7. Managing risk through contract design
“A contract can look strong on paper but deliver materially less in practice,” says Patrice Navarro. “Service credits and penalty mechanics can quietly erode what looks on the face of it like a robust take-or-pay or revenue commitment, so contracts need to be reviewed clause by clause. Most contracts in this space are novel to some degree. These types of deals did not exist 18 to 24 months ago, so there is no real precedent, no established market standard. You cannot rely on history.”
As a result, the pre-signing review needs to be granular. You are testing accountability provision by provision because, once the contract is signed, each step becomes a building block for the next. If you miss something early, it is difficult to fix later. You also need to look closely at the term of the contract and ensure it works for lenders and the financing structure. The level of detail required is significant because diligence after the fact is too late.
“And that is where diligence comes into sharp focus. Some of the more traditional points still really matter – assignment rights, step in rights, the ability to replace a party if something in the ecosystem is not working,” he says.
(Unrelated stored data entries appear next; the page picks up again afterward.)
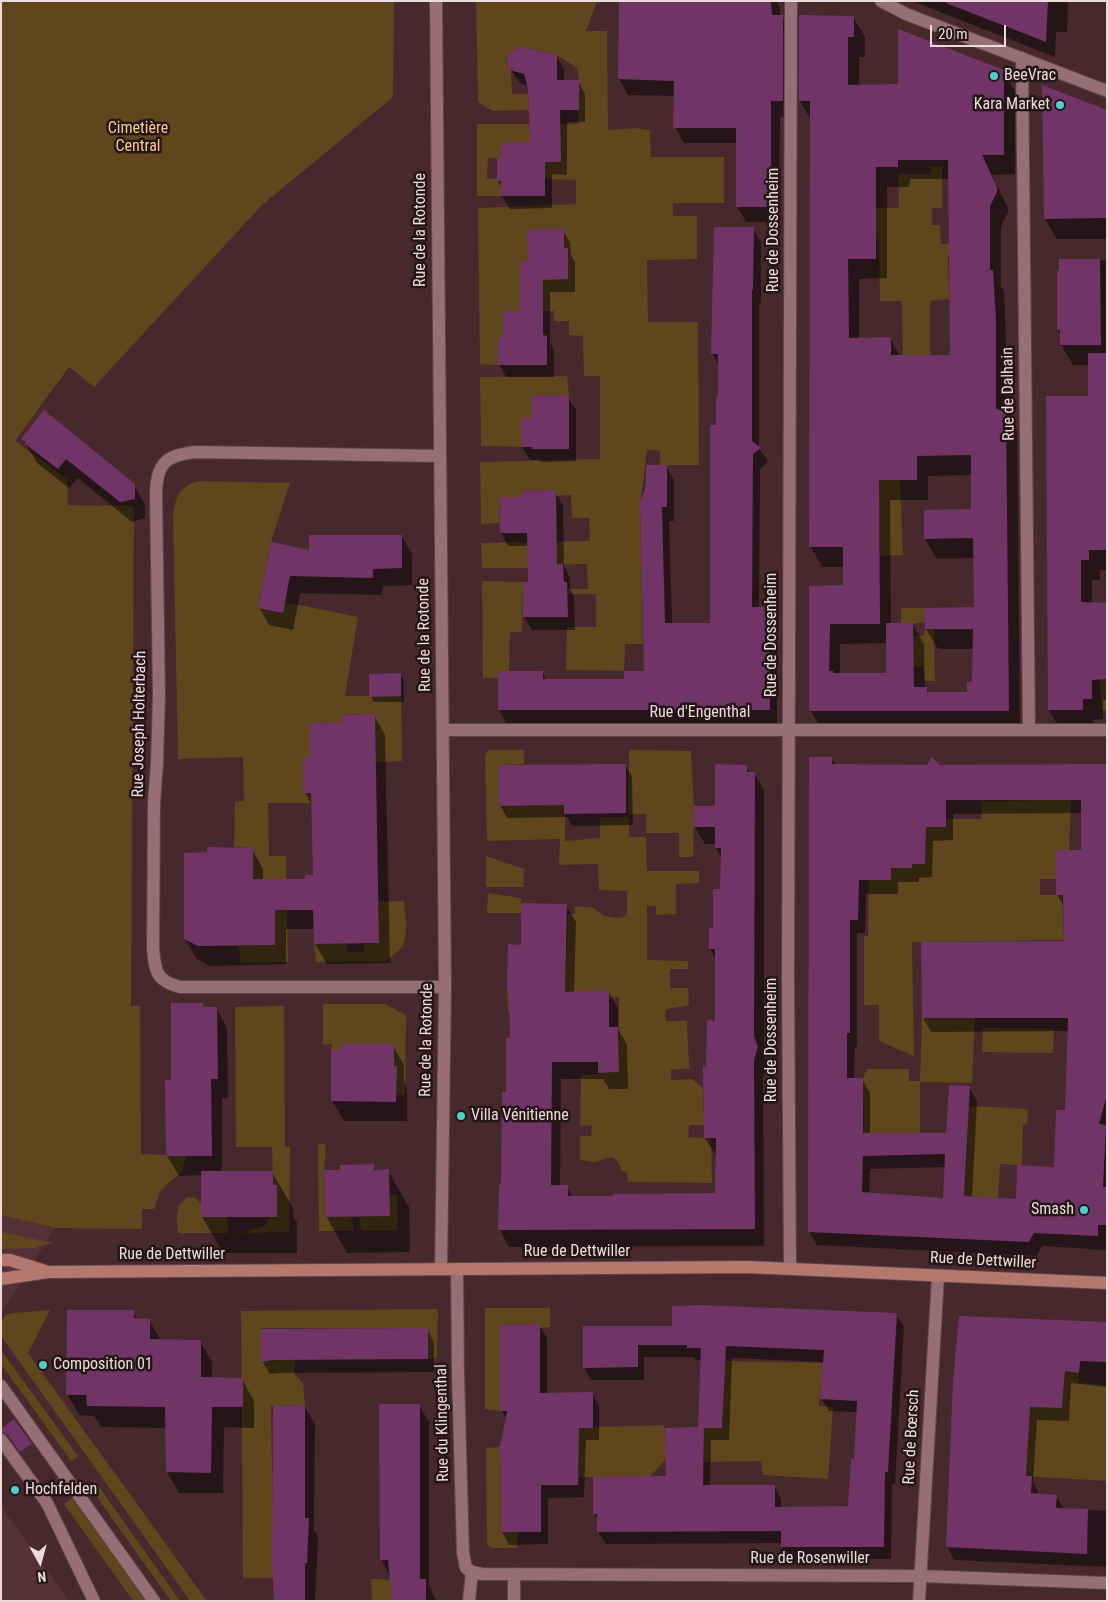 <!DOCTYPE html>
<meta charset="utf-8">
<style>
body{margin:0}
#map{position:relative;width:1108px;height:1602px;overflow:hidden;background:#47282d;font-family:"Roboto Condensed",sans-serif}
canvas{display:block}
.frame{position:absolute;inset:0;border:2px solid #eed9dc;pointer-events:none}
.north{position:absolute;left:15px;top:1537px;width:50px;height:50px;-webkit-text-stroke:4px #241518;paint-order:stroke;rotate:173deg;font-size:14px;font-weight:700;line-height:20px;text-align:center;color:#eed9dc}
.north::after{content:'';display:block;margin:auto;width:18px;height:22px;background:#eed9dc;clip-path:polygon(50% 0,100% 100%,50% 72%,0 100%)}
.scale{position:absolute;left:930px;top:25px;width:76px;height:22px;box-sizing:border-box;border:2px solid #eed9dc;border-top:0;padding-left:6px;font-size:15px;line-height:18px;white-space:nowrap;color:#eed9dc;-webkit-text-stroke:4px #241518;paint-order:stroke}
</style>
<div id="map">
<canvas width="1108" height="1602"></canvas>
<div class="frame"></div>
<div class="north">N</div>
<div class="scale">20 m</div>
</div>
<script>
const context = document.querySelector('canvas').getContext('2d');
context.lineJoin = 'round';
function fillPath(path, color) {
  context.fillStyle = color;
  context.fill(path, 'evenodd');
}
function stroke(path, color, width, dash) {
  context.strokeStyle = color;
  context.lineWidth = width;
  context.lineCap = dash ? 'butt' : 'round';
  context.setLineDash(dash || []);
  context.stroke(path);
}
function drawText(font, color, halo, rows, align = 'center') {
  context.font = font + ' "Roboto Condensed",sans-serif';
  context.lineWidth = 5;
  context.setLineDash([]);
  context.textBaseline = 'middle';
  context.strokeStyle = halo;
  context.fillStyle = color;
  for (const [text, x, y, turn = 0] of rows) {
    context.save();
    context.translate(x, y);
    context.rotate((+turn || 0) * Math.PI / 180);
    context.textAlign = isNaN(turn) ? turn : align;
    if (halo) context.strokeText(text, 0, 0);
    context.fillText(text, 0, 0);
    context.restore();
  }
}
const built = new Path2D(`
 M1,1215L55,1228L1,1314Z
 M1,1506L69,1601H1Z`);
const green = new Path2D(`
 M1,1H394L393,97L262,205L94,387L69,367L15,441L67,479L68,505L134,506L131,1006H140L141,1154L187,1156L180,1174L169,1182L160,1192L154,1209H142V1229L55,1228L1,1215Z
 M476,1H597L586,31H607L608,130L634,128L650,130L651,157H724V203H673V216H697V259L647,260L648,322H698L699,465H660V451L647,450L640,507L643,644H625L624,671L566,670L567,627H596V594H568V589H588L587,564L528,565V568H482L481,543L590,541L589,518H572L571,495L556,496V490L522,491V497H499V523L481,524L480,462L600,459V376H584L583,336L569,335V321H554V311H503V337L498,338V365L480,364L478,208L576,204V180L545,179V162H561L560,143L545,142L501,143V158H488L487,179L497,178V181H501V196H477V124H578L579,80L577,68L557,55L522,47L510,52L508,55L506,63L511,70L512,94H528L529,110L493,111L478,102Z
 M930,167H942V208H932V225H940L941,244H956V256H948L949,299L930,301V355H903L902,301H880L879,239H868L867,208H899L898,174H930Z
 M567,376L569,395L532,396V418H521V447L481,446L480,377Z
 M880,478L900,480L903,555L880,556L879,509H838Z
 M200,481L290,483L271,542L258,608L283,613L285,602L358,617L345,696H401L402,761L376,762L360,722V714L342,715V722L310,723V758H303V793H311V803H268L269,856H286L288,962L241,963L238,946L275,945V879H253L252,848L234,847L235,802L244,801L243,757L178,759L173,516C175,497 180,485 200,481Z
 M482,581L523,582L522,632H510L509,671H498V678H483Z
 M901,608H924L925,622L912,624V636L924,635L925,629H934L935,681H924L923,666H902Z
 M1100,679H1107V710H1101Z
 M488,750H524V764L499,765V806L552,805L565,794V841L600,838V817H629V837H646L647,871H699V883L676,884V914L656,915V906H647V960L688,961V969H670V988H688L689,1005C681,1008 671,1006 665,1011L666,1021H687L689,1066L691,1068L671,1070V1080L692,1079L703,1088V1112L709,1125H689L688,1137L711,1138L712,1183L628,1182L627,1173L622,1171L618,1162L612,1157L595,1162L580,1160V1136H591L592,1126L580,1125L581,1075L619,1072V998L609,997L608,990L594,991L574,1012H508L507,990L565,991L568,914H575V906L593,908L604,916L617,918L624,917L627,912V891L599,890L598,864L559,865L560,839L487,841L485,755Z
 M629,750L691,751L694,806L693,857H679V833H646V814H629Z
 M1071,800L1069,850H1056L1059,879H1040V895H1062L1064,940L912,942L914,1056L879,1041V1005H864V936H868L869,880H890L891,868H911L912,864H924L920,827H946V819H982L981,801Z
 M486,856L524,869L523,886L526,887H486Z
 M488,893L521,898V913H487Z
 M404,901C405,914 409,935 402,947C398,952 391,957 386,961L316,962L314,944H346L347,952H364V944L379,943L378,902Z
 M323,1004H385L406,1015L405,1095H393L397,1086V1066H394V1044H380V1049L341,1045V1050H331L332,1044L323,1045Z
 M284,1006L285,1147H290L289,1232L242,1233L266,1225L270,1217L277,1185H273L272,1147H236L235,1007Z
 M922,1018H975L972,1083L920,1082V1133H864L863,1078L867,1069H909V1081H920Z
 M983,1028L1054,1029L1053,1053L982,1052Z
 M969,1106L1028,1109L1027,1124L1023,1125L1022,1165L1000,1164L998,1198L965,1196Z
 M318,1144H326L324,1170L325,1217H351L354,1231H319Z
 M397,1194L398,1230H361L359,1216H389V1196Z
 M189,1197L196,1198L201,1204V1217H227L228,1233H178C177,1218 173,1205 189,1197Z
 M1,1232L53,1243L34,1248L1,1249Z
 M485,1308H550V1327L540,1328V1324L500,1325V1411L485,1409Z
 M438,1309L437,1357L428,1360L427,1326L426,1328H261V1361L295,1360L294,1374L303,1383L305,1405L271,1406L274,1578H243L241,1311Z
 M50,1310L28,1353L207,1601H190L1,1336V1320L7,1314L13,1313Z
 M1,1350L78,1456L71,1461L1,1364Z
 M723,1361L828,1363L827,1386H821L819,1406L833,1407L828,1479L763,1475L761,1461L704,1462V1428L722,1427L724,1378Z
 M1065,1371L1079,1373V1383L1107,1385V1481L1007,1475L1030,1407L1062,1408Z
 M664,1425L667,1458L645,1482L633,1477H578L565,1428Z
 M500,1447L501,1532H518L517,1548H491L487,1544L486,1448Z
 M95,1481L180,1601H171L89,1486Z
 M72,1498L146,1601H133L64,1504Z
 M371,1579L391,1580L392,1601H372Z`);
const shadow = new Path2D(`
 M620,1H776L780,8V16L782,17L791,33V117H780L779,222H746L737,206V143H684L675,127V96L628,95L619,79Z
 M912,1H1068L1067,32H1056L1055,57Z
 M853,17L865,37V57H859V86L899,85L1003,71L1015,91V174L992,175L1008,208V212L1001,227V287L1004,291L1006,342V412L1017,430L1020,731L822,730L810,710V587H844V567H822L811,547V120L800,101ZM910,179H949L951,356H900L890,338L859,339V279L887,278V187H909ZM972,475L973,510L925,539L937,559L975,558V608L926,629L938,649H974V684L969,693H930L925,688L924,644L913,624H891L890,500H928V476ZM887,643L888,674H840V644Z
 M556,56L564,69V82L578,81L585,94V122H567V175L552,174V208L510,209L502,196V188L498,181L502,159L531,143L529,86L522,84L516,78L508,65Z
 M1107,111V239H1057L1045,219Z
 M715,228L753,229L761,242V303H759V448L768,462L760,469L759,609H769L777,622V724H507L499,710L542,672L547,681L625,680L645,673L641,503L666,466L674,480V521H669L672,625H711L719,398V365L712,354Z
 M563,230L570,243L571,255L575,262V292H550V343L554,350V377H506L499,364L504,338L522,312L529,262Z
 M1060,260H1107V570H1100V580H1092V603L1107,604V700H1103V719L1094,720V731H1061L1049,710L1047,397H1089V365H1073L1061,345V335L1058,330V272H1060Z
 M568,397L576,410V461L541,462L540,460H530L522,447L533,419Z
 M23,439L134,485L145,505V518L132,522L78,478L69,488L37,463Z
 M555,492L563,505L564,567L570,578V589L574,596L575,630H532L524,617L530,583L529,546H508L501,533L523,498Z
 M402,537L412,554V585L383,586L382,595L300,593L293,630L269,625L259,607L310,551Z
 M400,674L404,680V702H374L371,696Z
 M374,715L385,735L390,963L327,964L315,944V929H286V964L210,966L197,959L185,939L252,849L263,869V881L306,880L314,876L312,806L305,792L312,759L344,724Z
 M831,758L836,765L940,766L1107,765V1238L1105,1250L1042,1246L1037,1256L817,1245L809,1232ZM1082,813L1083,851L1057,894L1064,907L1065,943L923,1018L931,1032L1069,1031L1066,1112L1055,1168L1017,1200L972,1198L977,1101L969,1087L947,1135H870V1093L862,1079H854L855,1047L857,1046V933H865L866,894H898V882H919V878L932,877L933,841L953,840V814ZM946,1167L944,1199L869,1194L870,1169Z
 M625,765L632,777L633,825L572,826L567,817L507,818L500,805Z
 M746,766L750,774L754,773L764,790V1055L767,1065L763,1078L764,1246L509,1247L500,1230V1186H503L511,1039V994L508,989L523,946L566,905L576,922L574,993L608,991L618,1008V1029L627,1045L628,1089H609L603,1079H561L560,1187H567L573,1197L716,1194L717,1154H715L705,1138L707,1068L716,1022V960L710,949L722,890V859L716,848V844H705L695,827V808H716Z
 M202,1004L204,1008H216L227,1028L228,1098H222V1173L272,1172L293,1208V1216L297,1223V1253H223L202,1217V1175L179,1176L167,1156V1081H173Z
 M393,1046L404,1065V1082L407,1087V1121H344L332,1101V1052Z
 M373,1166L376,1171H388L409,1207L410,1252L347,1253L326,1216L341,1171Z
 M133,1311L138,1320H149L161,1341H200L212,1362V1378L242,1379L254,1401V1428L224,1427L223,1493H179L167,1472V1428L101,1427L94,1416L79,1415L67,1394Z
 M896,1314L904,1327L895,1484H892L891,1559H789L782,1546V1543L606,1544L598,1532V1520L595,1514L667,1478L699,1429L702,1360H695L694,1357H644V1380H591L584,1367L674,1327ZM732,1358L824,1362L821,1398L829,1411L857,1412L855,1460L849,1507L781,1508V1499L774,1486H710L711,1440H729Z
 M1107,1324V1387L1071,1383L1069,1421L1037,1420L1033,1482L1038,1491V1495L1056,1496L1064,1509L1107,1511V1567L954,1560L947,1547L955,1382Z
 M540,1326L547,1338V1394L592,1393L599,1406V1440H586L584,1497L548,1498V1544L509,1545L502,1532L507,1420L501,1410Z
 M427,1329L434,1342V1372L281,1373L270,1374L262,1361Z
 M419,1405L429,1422V1585L436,1601H393L390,1576L381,1559Z
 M304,1406L315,1424L314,1530L318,1537L315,1601H275Z`);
const building = new Path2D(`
 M619,1H771L772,15H783V101H771V207H736V128H673L674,81L618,79Z
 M947,1H1048L1046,42L946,3Z
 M799,15L854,16V37H848V85L898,84V29L1004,70V155H982L997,187V192L990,206V270H993L996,321V409H1006L1009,711H809V586L843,585V547H809L810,101H799ZM898,160H948L950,355H891V337L849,338L848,259H876V167H898ZM971,455V509L924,510V539L973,538L974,607L924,608L925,629H973L972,682H967V692H927V687H914L913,623H886V673H833V671H829L830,624H880L879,480H917V456Z
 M521,47L557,55V80H579V110H560L561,162H545V196H501V181H497V158H501V143L530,142L528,88L524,74L513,71L509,68L506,60L510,52Z
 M1042,85L1107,110V218L1044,219Z
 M714,227H754L753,290H752V441L761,448L753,454L752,607H770V710H498V671H543V679H624V671H644L640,503L646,486V465H667V507H662L665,623H710V425H716V397H718V354H711Z
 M564,229V248H568V279L543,280V335L547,336V365H498V337H503V311H520V261H528L527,230Z
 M1059,259H1100L1101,345H1060V330H1057V271H1059Z
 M1088,353H1107V550H1089V560H1081V602L1107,603V679L1092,680V699H1083V710H1048L1046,396H1088Z
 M569,395V449H532V447H521V418H532V396Z
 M44,410L135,484V499L120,502L66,459L58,469L24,443L26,442L21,439Z
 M556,490L557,564H563L564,582H567L568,617H523V582H528L527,533H500L499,497H522L521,491Z
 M309,535H402V568L373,569V578L290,576L283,613L258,608L271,542L309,550Z
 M401,673V696L369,697V674Z
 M375,714L379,943L314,944L313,910H275V945L198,946L184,939V853L207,852V847L253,848V879H305V875H313L311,793H303V758H310V723L342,722V715Z
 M809,757H832V764L927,765L932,757L940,765L1107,764V1095L1099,1124L1106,1125L1103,1187H1107V1225H1098V1236L1034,1233L1029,1242L808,1232ZM946,800H1081V850H1056V895H1063L1064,941L921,942L922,1018H1068L1065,1110H1056L1054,1167L1017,1165L1016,1199L964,1196L970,1086L949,1085L946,1133H863V1078H847V1033H850V920H858L859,880H891V868H912V864H925L926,827H946ZM945,1154L943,1198L862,1192L863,1156Z
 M626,764V813L564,814V805L499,806V765Z
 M715,764L747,765V772H755L754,1036L758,1047L754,1060L755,1229L498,1230L499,1185L501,1184L502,1092H506V1038H510L509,990H507L508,944L521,945V903L567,904L565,992L609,990V1027H618L619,1072L598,1073V1062H552L551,1185H568V1196H613V1194L715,1193L716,1138H704L703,1067H706L707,1020L715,1021V949H709V928H713V889H720L721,848H715V827H693L694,806H715Z
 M171,1003H203V1007H217L218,1079H211L212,1156H166L165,1080H171Z
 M341,1044H394V1066H397L396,1102L331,1101V1050H341Z
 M374,1164V1170L389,1169L390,1216L325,1217L324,1170H340V1165Z
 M201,1171H273V1185H277V1217H201Z
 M701,1305L897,1313L888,1472H885L884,1547H781V1531L597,1532V1514H593V1477L666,1476L665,1428L698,1427L701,1348H687V1345H638V1367L583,1368V1326H672V1306ZM726,1346L824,1350L820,1399L857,1401L854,1459H851L848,1506L775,1507V1485H703L704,1428H722Z
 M67,1310H134V1318L150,1319V1339L201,1340V1377L243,1378V1407H212L211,1473L166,1472L165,1407L87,1406L86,1395H66Z
 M959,1316L1107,1322V1362L1080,1361L1079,1373L1065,1371L1062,1408L1030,1407L1026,1476H1032L1031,1493L1057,1495L1056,1508L1088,1509L1087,1554L946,1547L953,1382Z
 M540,1324V1393L593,1392V1428H579L578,1485H541V1532H501L500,1447L507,1411H500V1325Z
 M428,1328V1359L273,1360L261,1362V1329Z
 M379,1404H420V1579H426V1601H392L388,1560H380Z
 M305,1405V1518H309L307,1563H305V1601H274L272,1563L273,1406Z
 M14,1419L32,1444L20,1452L8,1435L1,1432V1429Z`);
const minor = new Path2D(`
 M436,1L445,987L441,1269
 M1022,58L1029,729
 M439,456L196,452C166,455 157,463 156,493L159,695L157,763L154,803L153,948C155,971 156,981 180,987H445
 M443,730H1107
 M790,1268L788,977L791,1
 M457,1269L458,1374L463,1553L466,1568L472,1572L482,1574L920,1576L1107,1583
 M1,1386L154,1601
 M1,1440L47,1503L94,1601
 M514,1574V1601
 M469,1601L472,1572
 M919,1601L938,1276`);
const tertiary = new Path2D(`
 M881,1L906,14L1107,91`);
const secondary = new Path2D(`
 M1,1260H10L45,1271
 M1,1279L48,1272L747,1267L1107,1283`);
const markers = [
 [994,76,5,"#53cdcb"],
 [1060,105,5,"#53cdcb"],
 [461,1116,5,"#53cdcb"],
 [1084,1210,5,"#53cdcb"],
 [43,1365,5,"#53cdcb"],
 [15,1490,5,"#53cdcb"]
];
const poiNames = [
 ["BeeVrac",1004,76],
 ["Kara Market",1050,105,"right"],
 ["Villa Vénitienne",471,1116],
 ["Smash",1074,1210,"right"],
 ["Composition 01",53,1365],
 ["Hochfelden",25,1490]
];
const parkNames = [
 ["Cimetière",138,129],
 ["Central",138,147]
];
const streetNames = [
 ["Rue de la Rotonde",421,230,-90],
 ["Rue de Dossenheim",774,230,-90],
 ["Rue de Dalhain",1009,394,-91],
 ["Rue de la Rotonde",425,635,-91],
 ["Rue de Dossenheim",772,635,-90],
 ["Rue d'Engenthal",700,713],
 ["Rue Joseph Holterbach",140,724,-89],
 ["Rue de la Rotonde",427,1040,-89],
 ["Rue de Dossenheim",772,1040,-90],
 ["Rue de Dettwiller",577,1252],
 ["Rue de Dettwiller",172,1255],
 ["Rue de Dettwiller",983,1261,3],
 ["Rue du Klingenthal",443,1423,-91],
 ["Rue de Bœrsch",912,1437,-87],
 ["Rue de Rosenwiller",810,1559]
];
fillPath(built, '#563037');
fillPath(green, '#5f461d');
fillPath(shadow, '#0007');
fillPath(building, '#703566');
stroke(minor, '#5e4449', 14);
stroke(tertiary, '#5e4449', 14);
stroke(secondary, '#5e4449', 14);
stroke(minor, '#956f75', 12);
stroke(tertiary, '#956f75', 12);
stroke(secondary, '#b4786e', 12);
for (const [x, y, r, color] of markers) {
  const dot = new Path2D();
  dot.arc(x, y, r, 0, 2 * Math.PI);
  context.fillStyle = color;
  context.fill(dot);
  stroke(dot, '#241518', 2);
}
drawText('16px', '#eed9dc', '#241518', poiNames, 'left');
drawText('16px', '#fccc7f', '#241518', parkNames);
drawText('16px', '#eed9dc', '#241518', streetNames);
</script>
Other points are increasingly central to bankability. These include whether there is any termination for convenience, how performance and availability regimes operate, when service credits could tip into termination risk, whether minimum commitments or take-or-pay obligations are robust enough to support financing, and how far key supply chain dependencies are flowed down into customer contracts.
This is particularly important where the relevant asset may depreciate quickly, utilisation may fluctuate and value is driven more by contracted revenues than by residual hardware value. In those circumstances, the customer contract cannot be diligenced in isolation. It needs to be reviewed alongside upstream supply contracts with chip suppliers, cloud providers, software vendors,
data centre operators, power providers and other infrastructure partners
and suppliers.
As a result, the emerging best practice is to align the commercial model, customer contract, supply chain arrangements and financing structure
from day one. Retrofitting bankability after contracts have been signed is materially harder.
8. What makes AI infrastructure bankable?
The rise of AI brings significant opportunities for financing. What is clear from our work with clients is that bankability can be driven just as much by contract structure as by the underlying asset, and that success depends on aligning customer contracts, supply chain arrangements, and financing structures early, rather than trying to retrofit them later.
Additionally, these areas are becoming increasingly important:
- First, diligence is expanding beyond traditional technical and commercial analysis to include foreign direct investment, export controls, trade restrictions, technology transfer regimes and policy direction. This reflects the fact that AI compute assets sit at the intersection of critical infrastructure and geopolitics, and that these areas can materially affect the economics of AI compute projects.
- Secondly, financing analysis is evolving. Rather than underwriting stable real estate or data centre assets, lenders are increasingly underwriting contract performance, cashflow resilience and ecosystem risk. This requires a different risk appetite and more dynamic structuring over the life cycle of data centre assets.
- And third, sovereignty is becoming a structural design input rather than a compliance overlay. Like the financing structure, where sovereignty is applicable, it needs to be built in from day one. Retrofitting it onto existing assets has historically failed, and the market is increasingly treating sovereignty by design as a precondition to investability where public funding or strategic offtake is in scope.
In this environment, an end to end business case – combining legal, technical, commercial and regulatory analysis – is crucial for successful execution.